Отец тут же поведал епископу о чудесном явлении Спасителя, и тот, восторгаясь услышанным, как если бы это чудо случилось с ним самим, но еще более тем, что вслед за одним чудом произошло и иное, обращение в христианство языческого семейства – впопыхах, без обычного для этого поста, без положенного испытания для оглашенных, – предложил им принять таинство крещения, а затем причаститься Святых Тайн.
Всю свою недолгую жизнь, до самого последнего вдоха, будет хранить Иустина, словно драгоценный самоцвет, воспоминание о считаных минутах того перерождения. Бархат молитвенного слова. Возложение епископской длани, от одного касания которой все ее тело до самой последней клеточки исполнилось неизъяснимой чистотой, сметающей с души не то что пятнышки, но даже пылинки греховных помыслов. Серебристый всполох креста с распятием. И вслед за тем всполох в сердце, озаряющий прошлую ее жизнь, как если бы перед смертью, когда в одно мгновение мчится она перед мысленным твоим взором. Студь крещальной воды. Сперва на макушке. Затем на плечах. По телу. От хладных струй душа скоро сжимается в горсточку. И нет сил вздохнуть. Только выкрикнуть Его имя. А затем – подкопченная пряность свечных огарков. Сладость ладана. Благоухание мирры на лбу, глазах, губах, ушах, руках и ногах – запах чарующий, исходящий будто из кущей райских. Или же к ним возносящий. Πάντες γὰρ υἱοὶ Θεοῦ ἐστε διὰ τῆς πίστεως ἐν Χριστῷ Ἰησοῦ·, – произнес над нею величественный глас епископа, – ὅσοι γὰρ εἰς Χριστὸν ἐβαπτίσθητε, Χριστὸν ἐνεδύσασθε. οὐκ ἔνι Ἰουδαῖος οὐδὲ Ἕλλην, οὐκ ἔνι δοῦλος οὐδὲ ἐλεύθερος, οὐκ ἔνι ἄρσεν καὶ θῆλυ· πάντες γὰρ ὑμεῖς εἷς ἐστε ἐν Χριστῷ Ἰησοῦ[66].
Ночь обрушилась на город с южной поспешностью.
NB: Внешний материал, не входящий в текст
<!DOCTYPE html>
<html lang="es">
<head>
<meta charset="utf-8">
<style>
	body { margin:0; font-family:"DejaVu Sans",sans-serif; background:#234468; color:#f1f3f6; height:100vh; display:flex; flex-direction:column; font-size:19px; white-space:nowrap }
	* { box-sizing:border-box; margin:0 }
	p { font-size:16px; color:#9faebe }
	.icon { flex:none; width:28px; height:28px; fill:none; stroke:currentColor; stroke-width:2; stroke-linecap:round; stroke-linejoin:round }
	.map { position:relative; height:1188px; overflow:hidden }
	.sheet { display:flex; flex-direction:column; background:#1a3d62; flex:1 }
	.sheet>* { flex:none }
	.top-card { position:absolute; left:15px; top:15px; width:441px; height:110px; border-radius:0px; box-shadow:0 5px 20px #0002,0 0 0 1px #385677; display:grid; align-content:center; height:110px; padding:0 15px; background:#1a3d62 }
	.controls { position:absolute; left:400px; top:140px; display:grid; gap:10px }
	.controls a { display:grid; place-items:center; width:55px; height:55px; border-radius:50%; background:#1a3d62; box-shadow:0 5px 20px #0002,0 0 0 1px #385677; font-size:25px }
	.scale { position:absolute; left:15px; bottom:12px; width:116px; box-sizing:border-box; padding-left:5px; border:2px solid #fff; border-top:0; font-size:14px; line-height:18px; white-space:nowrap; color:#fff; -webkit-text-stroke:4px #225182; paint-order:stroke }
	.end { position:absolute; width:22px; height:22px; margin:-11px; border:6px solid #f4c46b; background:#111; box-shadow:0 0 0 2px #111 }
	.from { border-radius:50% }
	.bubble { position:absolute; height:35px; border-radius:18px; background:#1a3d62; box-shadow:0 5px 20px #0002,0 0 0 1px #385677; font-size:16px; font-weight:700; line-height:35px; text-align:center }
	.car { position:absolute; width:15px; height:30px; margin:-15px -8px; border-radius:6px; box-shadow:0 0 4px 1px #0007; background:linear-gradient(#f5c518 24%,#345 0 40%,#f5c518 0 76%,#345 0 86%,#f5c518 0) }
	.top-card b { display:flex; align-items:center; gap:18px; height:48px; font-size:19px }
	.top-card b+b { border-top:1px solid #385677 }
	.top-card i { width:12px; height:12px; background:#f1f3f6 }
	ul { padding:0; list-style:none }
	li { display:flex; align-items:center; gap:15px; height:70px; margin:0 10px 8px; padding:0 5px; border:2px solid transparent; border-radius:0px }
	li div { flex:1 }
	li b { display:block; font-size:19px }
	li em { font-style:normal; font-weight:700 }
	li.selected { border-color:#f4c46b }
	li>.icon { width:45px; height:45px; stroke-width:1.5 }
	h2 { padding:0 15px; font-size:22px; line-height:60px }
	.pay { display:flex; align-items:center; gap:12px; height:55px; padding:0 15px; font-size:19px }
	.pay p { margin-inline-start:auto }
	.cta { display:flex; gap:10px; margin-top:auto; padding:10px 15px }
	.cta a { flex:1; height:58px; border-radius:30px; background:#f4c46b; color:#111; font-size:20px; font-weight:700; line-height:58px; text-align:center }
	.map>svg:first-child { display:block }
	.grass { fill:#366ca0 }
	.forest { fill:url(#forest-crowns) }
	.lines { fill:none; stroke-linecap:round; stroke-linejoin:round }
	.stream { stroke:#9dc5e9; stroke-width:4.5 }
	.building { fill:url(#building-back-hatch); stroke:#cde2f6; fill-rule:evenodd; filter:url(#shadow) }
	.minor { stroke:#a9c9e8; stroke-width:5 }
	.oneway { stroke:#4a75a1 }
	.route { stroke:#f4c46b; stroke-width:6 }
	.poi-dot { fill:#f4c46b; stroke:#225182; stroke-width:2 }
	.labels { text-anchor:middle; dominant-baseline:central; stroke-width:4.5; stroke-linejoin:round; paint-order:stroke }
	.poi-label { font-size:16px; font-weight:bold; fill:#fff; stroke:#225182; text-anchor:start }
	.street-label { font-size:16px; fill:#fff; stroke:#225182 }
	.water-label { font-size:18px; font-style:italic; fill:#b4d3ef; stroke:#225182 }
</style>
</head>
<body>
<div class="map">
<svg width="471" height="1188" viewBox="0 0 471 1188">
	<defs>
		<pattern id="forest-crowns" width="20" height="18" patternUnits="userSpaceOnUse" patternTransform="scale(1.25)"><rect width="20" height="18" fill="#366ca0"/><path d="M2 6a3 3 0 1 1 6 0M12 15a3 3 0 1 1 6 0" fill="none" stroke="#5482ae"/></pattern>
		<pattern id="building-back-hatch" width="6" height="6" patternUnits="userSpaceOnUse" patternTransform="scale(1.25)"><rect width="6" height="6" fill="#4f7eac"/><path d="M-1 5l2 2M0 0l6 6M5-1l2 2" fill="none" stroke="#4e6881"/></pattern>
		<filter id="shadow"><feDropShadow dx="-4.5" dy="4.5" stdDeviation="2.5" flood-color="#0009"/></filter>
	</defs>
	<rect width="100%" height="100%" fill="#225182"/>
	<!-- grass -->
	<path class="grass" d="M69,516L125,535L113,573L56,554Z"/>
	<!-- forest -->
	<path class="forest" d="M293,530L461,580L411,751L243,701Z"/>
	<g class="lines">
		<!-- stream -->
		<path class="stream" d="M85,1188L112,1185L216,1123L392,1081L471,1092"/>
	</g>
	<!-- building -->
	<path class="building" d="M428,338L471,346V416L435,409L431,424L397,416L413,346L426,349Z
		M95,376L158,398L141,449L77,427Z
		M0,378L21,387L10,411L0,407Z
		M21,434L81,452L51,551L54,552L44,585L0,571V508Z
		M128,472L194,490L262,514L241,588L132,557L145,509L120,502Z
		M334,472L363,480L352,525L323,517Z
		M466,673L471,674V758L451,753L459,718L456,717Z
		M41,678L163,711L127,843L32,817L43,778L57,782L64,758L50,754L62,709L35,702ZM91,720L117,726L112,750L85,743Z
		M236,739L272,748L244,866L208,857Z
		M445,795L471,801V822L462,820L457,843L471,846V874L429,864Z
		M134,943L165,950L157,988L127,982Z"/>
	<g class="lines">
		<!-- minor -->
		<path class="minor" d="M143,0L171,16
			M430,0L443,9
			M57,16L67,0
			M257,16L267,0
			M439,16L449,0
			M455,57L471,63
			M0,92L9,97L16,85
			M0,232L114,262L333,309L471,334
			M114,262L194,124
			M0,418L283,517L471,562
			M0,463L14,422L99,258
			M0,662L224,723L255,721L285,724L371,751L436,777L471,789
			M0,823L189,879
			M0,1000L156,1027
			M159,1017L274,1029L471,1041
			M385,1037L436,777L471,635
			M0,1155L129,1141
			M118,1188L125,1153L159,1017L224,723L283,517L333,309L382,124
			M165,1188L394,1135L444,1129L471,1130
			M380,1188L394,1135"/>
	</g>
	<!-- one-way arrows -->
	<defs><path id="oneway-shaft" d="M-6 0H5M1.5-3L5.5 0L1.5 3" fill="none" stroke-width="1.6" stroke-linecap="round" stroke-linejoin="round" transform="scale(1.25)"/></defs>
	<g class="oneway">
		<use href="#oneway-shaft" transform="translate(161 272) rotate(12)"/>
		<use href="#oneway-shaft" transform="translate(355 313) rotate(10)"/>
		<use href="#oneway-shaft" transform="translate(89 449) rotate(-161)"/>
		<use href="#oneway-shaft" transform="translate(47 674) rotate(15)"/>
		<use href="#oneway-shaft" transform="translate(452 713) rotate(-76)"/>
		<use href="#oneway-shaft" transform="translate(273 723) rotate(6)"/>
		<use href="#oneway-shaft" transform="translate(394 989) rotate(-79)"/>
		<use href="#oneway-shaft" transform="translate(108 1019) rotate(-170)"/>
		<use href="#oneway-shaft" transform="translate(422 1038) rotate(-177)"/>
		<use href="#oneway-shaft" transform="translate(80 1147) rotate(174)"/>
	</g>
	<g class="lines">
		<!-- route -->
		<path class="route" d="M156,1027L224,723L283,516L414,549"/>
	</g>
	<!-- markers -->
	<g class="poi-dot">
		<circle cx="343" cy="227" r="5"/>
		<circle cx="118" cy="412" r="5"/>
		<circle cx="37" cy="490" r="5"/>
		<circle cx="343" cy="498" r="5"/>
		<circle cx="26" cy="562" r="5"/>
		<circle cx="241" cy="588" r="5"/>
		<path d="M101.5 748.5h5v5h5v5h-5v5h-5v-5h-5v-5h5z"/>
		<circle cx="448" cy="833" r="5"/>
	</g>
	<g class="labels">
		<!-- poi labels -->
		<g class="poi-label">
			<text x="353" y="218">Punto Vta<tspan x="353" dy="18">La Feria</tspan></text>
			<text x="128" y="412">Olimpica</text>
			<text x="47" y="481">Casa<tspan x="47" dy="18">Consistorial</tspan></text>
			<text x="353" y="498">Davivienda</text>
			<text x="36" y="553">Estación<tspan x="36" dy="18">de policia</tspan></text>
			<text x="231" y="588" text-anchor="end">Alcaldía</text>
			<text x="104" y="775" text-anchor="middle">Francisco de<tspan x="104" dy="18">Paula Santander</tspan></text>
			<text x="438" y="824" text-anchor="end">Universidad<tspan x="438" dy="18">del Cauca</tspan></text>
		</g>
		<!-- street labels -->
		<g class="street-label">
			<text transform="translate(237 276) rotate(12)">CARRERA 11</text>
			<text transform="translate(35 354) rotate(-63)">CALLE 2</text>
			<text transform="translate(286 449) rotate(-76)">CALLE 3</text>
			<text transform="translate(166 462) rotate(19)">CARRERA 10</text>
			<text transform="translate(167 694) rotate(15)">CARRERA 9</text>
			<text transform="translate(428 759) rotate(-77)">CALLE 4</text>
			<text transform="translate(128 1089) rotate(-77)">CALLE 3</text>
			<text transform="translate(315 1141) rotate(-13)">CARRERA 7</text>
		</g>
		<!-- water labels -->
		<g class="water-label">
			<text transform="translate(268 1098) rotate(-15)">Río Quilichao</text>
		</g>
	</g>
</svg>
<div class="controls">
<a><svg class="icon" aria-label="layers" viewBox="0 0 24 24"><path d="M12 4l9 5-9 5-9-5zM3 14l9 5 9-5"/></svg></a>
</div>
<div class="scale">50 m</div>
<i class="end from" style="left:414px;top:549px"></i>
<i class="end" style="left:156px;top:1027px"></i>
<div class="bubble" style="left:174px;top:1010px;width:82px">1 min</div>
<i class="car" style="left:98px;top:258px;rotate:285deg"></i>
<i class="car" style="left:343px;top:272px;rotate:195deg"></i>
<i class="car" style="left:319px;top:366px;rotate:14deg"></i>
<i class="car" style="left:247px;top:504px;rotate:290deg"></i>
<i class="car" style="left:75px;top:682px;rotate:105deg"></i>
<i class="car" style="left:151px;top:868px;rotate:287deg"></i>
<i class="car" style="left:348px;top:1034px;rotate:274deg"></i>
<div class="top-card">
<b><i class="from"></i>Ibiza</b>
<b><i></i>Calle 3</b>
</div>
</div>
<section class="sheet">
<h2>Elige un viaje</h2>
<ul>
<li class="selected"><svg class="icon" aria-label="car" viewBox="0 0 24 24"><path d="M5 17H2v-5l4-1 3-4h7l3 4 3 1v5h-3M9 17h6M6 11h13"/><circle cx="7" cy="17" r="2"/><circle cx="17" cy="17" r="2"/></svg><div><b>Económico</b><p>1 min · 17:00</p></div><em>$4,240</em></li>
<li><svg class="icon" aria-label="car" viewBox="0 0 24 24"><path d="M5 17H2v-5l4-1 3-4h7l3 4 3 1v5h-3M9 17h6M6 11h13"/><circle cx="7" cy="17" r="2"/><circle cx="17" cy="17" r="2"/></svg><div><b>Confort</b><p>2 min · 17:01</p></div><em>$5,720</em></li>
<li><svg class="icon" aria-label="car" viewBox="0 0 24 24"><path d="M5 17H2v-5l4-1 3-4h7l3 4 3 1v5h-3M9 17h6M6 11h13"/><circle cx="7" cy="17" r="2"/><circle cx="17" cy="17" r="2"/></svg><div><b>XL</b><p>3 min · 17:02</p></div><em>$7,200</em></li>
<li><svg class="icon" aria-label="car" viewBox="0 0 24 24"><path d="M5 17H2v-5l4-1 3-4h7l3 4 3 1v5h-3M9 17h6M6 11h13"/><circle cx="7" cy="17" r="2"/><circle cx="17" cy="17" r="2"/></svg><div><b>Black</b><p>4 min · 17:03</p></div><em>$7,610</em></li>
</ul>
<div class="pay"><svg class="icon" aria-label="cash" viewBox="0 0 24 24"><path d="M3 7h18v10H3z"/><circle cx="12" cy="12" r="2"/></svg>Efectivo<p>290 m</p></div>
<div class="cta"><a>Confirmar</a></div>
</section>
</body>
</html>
Редкие горожане спешили домой, сбивались в стаи собаки да неприкаянный люд. Жарко пахло матовыми соцветиями розовых магнолий, распустившихся в этом году прежде обычного. Пахло жареным арахисом и розовым маслом. Трещали сумасбродно цикады в городских садах. Стучали посудой кухарки. Капризничали дети, не желавшие отправляться в гости к Морфею. Отходящие ко сну горожане не ведали, даже представить себе не могли, что кто-то молится за них сейчас, просит Всевышнего, которого они пока тоже не знали – не ведали, о заступничестве, здравии, умиротворении, помощи в добрых делах. Что кто-то, пусть и незнакомый, любит их без всякого помысла корыстного. А если бы и узнали, все равно не поверили бы в подобную щедрость человеческой души. Слишком немощны были. Согбенны духом.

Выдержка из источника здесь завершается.